Congress passed H.R. 3151, a bipartisan bill known as the Taxpayer First Act (TFA), in June 2019. The president signed it into law on July 1. Title I of the new law, entitled “Putting Taxpayers First,” improves procedures for assisting taxpayers and handling appeals. Title II, entitled “21st Century IRS,” improves identity theft protections and directs the agency to make technological upgrades. This bill replaced an earlier version, H.R. 1957, which had been introduced in March. A series of media reports in April led to criticism of several provisions in the first bill.

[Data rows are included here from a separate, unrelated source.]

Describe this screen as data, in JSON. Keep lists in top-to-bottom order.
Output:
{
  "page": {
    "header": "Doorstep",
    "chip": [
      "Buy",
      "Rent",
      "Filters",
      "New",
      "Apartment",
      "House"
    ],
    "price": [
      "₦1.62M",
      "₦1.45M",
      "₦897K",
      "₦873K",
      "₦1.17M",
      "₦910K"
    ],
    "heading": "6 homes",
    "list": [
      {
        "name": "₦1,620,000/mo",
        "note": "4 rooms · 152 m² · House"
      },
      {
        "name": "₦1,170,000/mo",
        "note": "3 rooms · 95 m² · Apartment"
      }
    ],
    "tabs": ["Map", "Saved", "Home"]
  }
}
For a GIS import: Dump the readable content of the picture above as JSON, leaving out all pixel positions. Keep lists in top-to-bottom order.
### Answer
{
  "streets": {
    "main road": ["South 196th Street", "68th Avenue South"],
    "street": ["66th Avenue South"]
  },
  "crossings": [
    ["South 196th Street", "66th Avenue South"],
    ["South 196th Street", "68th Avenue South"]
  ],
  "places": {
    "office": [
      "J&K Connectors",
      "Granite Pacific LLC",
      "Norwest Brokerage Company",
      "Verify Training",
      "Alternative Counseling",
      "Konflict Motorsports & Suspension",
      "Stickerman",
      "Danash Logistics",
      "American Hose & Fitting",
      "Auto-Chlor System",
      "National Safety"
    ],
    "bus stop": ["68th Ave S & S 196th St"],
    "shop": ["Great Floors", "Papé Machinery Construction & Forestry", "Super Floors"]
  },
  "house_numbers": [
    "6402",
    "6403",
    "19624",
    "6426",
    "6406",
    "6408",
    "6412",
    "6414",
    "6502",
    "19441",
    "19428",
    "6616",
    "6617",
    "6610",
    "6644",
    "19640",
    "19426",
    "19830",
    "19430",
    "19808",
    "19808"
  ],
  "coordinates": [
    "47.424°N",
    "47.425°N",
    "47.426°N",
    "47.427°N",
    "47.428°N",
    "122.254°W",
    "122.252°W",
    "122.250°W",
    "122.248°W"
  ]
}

Those provisions were removed in the reintroduced bill.
Office of Appeals
Section 1001 establishes the Internal Revenue Service Independent Office of Appeals (IOA) to “resolve Federal tax controversies without litigation.” The TFA identifies three main goals for the office:
1. Fairness towards both taxpayers and the IRS;
2. Consistent enforcement of tax law, along with “voluntary compliance” by taxpayers; and
3. “[P]ublic confidence in the [IRS’s] integrity and efficiency.”
Taxpayers who receive a notice of deficiency can request a referral to the IOA. If the IRS denies the request, the TFA requires it to provide written notice to the taxpayer explaining the reasons for the decision and explaining the procedure for filing a protest.